* [Activity] Return the data exactly, apart from leaving out the pictures.

------ Input data

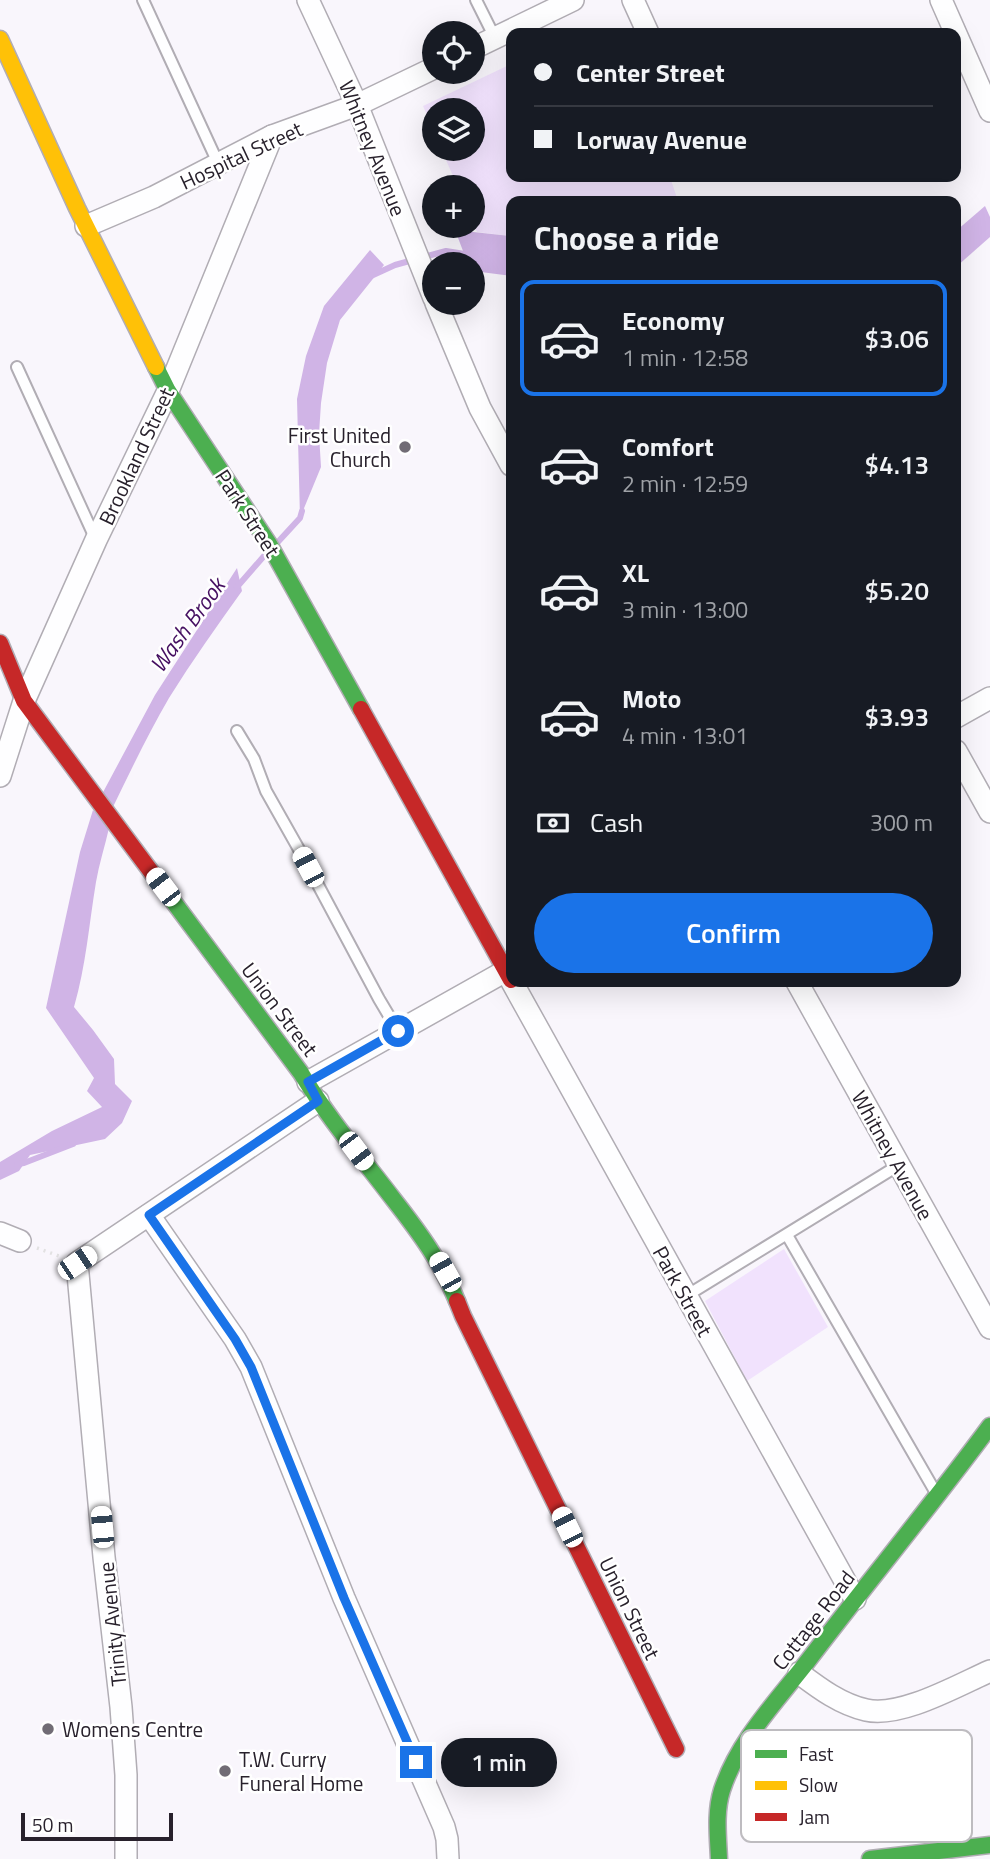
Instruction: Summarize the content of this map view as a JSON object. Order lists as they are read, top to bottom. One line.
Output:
{"streets":{"street":["Whitney Avenue","Hospital Street","Brookland Street","Park Street","Union Street","Cottage Road","Trinity Avenue"]},"crossings":[["Whitney Avenue","Hospital Street"],["Hospital Street","Brookland Street"],["Hospital Street","Park Street"],["Brookland Street","Park Street"],["Brookland Street","Union Street"],["Park Street","Cottage Road"]],"water":["Wash Brook"],"places":["First United Church","Womens Centre","T.W. Curry Funeral Home"],"legend":["Fast","Slow","Jam"],"scale_bar":"50 m","page":{"map_buttons":["+","−"],"banner":["Center Street","Lorway Avenue"],"heading":"Choose a ride","list":[{"name":"Economy","note":"1 min · 12:58","value":"$3.06"},{"name":"Comfort","note":"2 min · 12:59","value":"$4.13"},{"name":"XL","note":"3 min · 13:00","value":"$5.20"},{"name":"Moto","note":"4 min · 13:01","value":"$3.93"}],"pay":["Cash","300 m"],"buttons":"Confirm","bubble":"1 min","scale":"50 m"}}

------------

* [Reply to the exercise]
Instruction: Summarize the content of this map view as a JSON object. Order lists as they are read, top to bottom. One line.
Output:
{"streets":{"street":["Whitney Avenue","Hospital Street","Brookland Street","Park Street","Union Street","Cottage Road","Trinity Avenue"]},"crossings":[["Whitney Avenue","Hospital Street"],["Hospital Street","Brookland Street"],["Hospital Street","Park Street"],["Brookland Street","Park Street"],["Brookland Street","Union Street"],["Park Street","Cottage Road"]],"water":["Wash Brook"],"places":["First United Church","Womens Centre","T.W. Curry Funeral Home"],"legend":["Fast","Slow","Jam"],"scale_bar":"50 m","page":{"map_buttons":["+","−"],"banner":["Center Street","Lorway Avenue"],"heading":"Choose a ride","list":[{"name":"Economy","note":"1 min · 12:58","value":"$3.06"},{"name":"Comfort","note":"2 min · 12:59","value":"$4.13"},{"name":"XL","note":"3 min · 13:00","value":"$5.20"},{"name":"Moto","note":"4 min · 13:01","value":"$3.93"}],"pay":["Cash","300 m"],"buttons":"Confirm","bubble":"1 min","scale":"50 m"}}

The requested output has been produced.